Nov 28, 2023 Restaurants

Metita , Michael Meredith’s new restaurant in The Grand by SkyCity, is named after his mother, who inspired his love of food from an early age. In honouring his mother, Michael has created a restaurant honouring his Samoan motherland, taking the comforting food of the Pacific and reimagining it through the lens of a prestigious career in some of this country’s best fine dining restaurants. The result is a modern, casual yet refined menu that is uniquely Auckland (which is, after all, the biggest city in the Pacific) and uniquely Michael Meredith. We talked to him about the new restaurant, its emphasis on shared menus and its new long Sunday lunch.

 

Metro: Let’s talk about the Toana’i, your Sunday lunch. How’s it different from a regular lunch service and from what you offer at Metita on a nightly basis?

Michael Meredith: Initially, we were looking at doing a few lunches during the week, but we decided against it. Sundays gave us an opportunity to explore that a little bit. In the Pacific, Sunday lunch is a big thing. It’s a day for rest, but normally we go to church on Sunday and we celebrate afterwards with what we call Toana’i, which is a long lunch, a feast. We wanted to translate into the concept of what Metita is. It’s a set menu format. We’re still pulling from the main menu but eventually it’ll be a good way for us to introduce new dishes, especially the main dishes. And the menu is made to be shared — that’s how we eat in the Pacific — and the whole idea is to change it regularly. We’re trying to bring that Sunday feel a relaxing atmosphere — a family-style shared meal where you can come and celebrate.  

 

When I had dinner there, I loved the big long tables of people eating together. But how does the family style dining work if you’re eating as a couple?

It’s still formatted in a way that we can accomodate all different sizes of groups and have them eat together. We’re not going to sit people together if they don’t know each other. We have the big, long tables but there are still smaller tables that we offer too, but it’s a sharing style within your group.

 

Metita

 

As a Samoan chef who’s had multiple restaurants now, how did your journey bring to opening Metita with SkyCity?

The process has been going on for a while. Growing up in Samoa with my mum drove the idea. Right now, there are a few Polynesian chefs coming up and exploring and celebrating their culture, so the momentum was there and I wanted to put my spin on what Pacific food could be in this day and age. 

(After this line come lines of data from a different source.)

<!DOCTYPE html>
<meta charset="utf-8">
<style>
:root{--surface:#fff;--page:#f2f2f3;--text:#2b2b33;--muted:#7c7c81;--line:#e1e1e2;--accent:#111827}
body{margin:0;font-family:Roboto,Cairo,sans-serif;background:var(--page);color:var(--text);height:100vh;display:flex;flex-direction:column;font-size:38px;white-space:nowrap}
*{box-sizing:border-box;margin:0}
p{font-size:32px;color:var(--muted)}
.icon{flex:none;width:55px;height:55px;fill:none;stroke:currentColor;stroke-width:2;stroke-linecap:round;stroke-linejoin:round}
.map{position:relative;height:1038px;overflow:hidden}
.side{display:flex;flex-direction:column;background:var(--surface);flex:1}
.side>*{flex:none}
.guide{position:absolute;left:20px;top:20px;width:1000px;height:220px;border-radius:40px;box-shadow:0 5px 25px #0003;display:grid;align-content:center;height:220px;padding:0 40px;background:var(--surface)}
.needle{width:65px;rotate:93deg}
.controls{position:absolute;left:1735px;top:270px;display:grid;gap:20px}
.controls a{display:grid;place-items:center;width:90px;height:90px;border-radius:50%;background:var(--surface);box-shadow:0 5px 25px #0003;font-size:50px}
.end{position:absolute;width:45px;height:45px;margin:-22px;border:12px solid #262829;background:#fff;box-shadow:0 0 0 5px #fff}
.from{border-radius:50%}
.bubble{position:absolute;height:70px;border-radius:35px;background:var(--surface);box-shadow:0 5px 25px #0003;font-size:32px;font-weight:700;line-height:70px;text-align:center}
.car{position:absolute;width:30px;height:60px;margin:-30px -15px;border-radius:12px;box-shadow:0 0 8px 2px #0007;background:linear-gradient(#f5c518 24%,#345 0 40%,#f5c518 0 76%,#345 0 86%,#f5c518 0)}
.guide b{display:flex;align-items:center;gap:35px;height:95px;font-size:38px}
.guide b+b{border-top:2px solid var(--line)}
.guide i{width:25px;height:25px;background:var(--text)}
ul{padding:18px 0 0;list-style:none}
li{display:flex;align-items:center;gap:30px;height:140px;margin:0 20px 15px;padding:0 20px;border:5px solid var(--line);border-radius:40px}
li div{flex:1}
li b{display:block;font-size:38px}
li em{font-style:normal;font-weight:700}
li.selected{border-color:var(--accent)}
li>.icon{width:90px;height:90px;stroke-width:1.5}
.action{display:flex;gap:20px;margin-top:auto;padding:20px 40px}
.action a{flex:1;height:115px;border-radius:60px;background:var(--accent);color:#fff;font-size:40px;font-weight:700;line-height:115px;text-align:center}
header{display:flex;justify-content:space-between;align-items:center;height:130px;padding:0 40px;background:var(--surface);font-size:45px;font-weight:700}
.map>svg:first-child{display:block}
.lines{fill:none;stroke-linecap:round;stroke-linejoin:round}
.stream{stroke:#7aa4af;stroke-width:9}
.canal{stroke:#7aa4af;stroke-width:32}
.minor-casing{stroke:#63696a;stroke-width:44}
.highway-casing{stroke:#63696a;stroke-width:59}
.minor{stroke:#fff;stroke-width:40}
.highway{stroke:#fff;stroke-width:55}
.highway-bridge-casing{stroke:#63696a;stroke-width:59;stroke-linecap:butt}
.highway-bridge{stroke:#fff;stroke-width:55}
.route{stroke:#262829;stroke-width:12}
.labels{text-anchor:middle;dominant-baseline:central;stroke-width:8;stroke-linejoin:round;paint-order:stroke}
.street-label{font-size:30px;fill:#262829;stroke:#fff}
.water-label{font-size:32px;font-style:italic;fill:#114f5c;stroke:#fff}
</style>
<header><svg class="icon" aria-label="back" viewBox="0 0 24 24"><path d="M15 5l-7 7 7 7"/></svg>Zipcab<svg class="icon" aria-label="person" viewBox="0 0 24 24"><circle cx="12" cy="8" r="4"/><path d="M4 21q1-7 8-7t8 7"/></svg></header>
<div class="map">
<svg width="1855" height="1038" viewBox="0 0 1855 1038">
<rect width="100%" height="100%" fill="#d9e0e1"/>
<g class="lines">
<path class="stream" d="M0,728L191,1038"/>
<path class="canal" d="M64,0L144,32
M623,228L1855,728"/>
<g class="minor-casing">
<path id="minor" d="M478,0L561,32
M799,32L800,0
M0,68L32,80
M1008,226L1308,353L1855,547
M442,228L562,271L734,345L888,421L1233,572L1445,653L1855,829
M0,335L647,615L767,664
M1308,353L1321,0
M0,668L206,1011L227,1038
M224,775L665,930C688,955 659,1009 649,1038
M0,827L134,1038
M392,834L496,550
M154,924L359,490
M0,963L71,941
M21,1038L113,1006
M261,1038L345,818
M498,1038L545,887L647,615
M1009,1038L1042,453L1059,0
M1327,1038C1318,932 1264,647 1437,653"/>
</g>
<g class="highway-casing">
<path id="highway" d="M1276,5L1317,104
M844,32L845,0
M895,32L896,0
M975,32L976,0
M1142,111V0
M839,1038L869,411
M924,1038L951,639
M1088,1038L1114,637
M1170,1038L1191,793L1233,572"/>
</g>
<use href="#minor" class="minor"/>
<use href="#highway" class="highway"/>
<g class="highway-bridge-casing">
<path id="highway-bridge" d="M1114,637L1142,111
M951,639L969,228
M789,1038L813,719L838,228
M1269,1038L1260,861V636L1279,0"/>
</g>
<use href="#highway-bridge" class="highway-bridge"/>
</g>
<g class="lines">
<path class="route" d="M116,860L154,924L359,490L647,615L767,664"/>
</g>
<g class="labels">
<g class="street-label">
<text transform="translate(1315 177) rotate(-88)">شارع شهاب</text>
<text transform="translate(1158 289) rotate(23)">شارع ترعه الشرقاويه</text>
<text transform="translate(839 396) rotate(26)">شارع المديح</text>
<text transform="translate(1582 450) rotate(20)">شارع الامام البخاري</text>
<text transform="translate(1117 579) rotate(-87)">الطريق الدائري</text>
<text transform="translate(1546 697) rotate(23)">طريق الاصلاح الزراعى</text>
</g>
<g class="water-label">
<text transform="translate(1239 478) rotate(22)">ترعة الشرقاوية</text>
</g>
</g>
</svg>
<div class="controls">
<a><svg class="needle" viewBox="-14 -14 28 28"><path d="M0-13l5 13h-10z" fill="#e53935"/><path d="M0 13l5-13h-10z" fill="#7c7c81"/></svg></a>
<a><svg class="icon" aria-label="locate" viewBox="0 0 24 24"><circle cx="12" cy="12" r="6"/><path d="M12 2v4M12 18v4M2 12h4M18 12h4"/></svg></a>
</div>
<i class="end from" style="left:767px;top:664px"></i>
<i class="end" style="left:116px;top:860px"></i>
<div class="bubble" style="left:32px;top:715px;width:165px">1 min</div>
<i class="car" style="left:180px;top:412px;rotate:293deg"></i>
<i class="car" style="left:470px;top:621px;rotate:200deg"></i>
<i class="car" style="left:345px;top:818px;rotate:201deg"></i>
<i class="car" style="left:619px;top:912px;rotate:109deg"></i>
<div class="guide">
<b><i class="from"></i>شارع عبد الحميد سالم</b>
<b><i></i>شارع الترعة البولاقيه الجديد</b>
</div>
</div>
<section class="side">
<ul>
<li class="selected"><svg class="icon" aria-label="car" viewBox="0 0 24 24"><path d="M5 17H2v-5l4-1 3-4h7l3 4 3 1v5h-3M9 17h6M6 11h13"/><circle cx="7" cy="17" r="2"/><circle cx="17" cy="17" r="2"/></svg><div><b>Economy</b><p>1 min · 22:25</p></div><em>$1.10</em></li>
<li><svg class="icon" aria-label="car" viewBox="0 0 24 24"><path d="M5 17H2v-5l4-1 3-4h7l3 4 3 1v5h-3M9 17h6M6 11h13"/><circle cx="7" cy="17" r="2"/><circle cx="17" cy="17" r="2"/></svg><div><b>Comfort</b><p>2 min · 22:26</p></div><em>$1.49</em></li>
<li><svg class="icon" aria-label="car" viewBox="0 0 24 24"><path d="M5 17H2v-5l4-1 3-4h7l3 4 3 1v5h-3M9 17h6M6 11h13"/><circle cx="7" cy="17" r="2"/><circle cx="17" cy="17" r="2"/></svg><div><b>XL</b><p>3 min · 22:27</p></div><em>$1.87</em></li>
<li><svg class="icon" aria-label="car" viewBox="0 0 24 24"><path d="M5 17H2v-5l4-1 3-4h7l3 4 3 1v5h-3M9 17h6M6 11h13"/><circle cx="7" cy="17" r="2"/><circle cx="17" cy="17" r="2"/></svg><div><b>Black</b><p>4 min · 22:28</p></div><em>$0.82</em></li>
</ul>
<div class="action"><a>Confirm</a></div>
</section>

Pacific food can be quite bland in a sense, and over time it’s been influenced by other cultures — in Samoa and Tonga it’s influenced by Chinese, in Fiji it’s the Indian influences — so why could it not continue to be influenced more by different cultures. For me, you’re celebrating the different ingredients and the region, but the input from me is what I think is important, to make the food grow. Food always evolves with input from how we eat, how we’re exposed to different ingredients and how we travel. If you’re going to do traditional food, you may as well stay home. It’s comfort food. But for me to do it and elevate it in a restaurant format and highlight some ingredients and put my twist on it and add myself into it, it’s something I’ve been wanting to do for a while. 

 

How did coming up as a chef in a modern fine dining context influence what you’re doing now?

When you’re younger, you’re pushing for technique. You’re hungry for knowledge and you want to learn. It’s a part of your development, you try to technically push things. But as you get older and are looking into your roots and looking for what inspired you. Flavour is a bigger thing than technique. As chefs we were taught that the best things came from Europe, — you hear about the foie gras, the truffles, the high end products — but over time we’ve seen people go more local. People start to look in their own backyards. That’s a natural progression. And as you get older, you start looking more at your own region and want to celebrate what we can access in this part of the world. 

Most chefs travel and have eaten out a lot, and in that process you bank memories and you try something and then you know it works. Over time you have an accumulation of experiences and in your head you can add that to what you already have in yourself. For me, it’s been a journey and an accumulation of experiences. It’s particularly exciting, the melting culture of what food can be now. If you look at New Zealand, it’s popping with so many great young chefs putting their own spin on things. It’s a great place to eat, there are such good flavours out there now. I think we’re pretty lucky!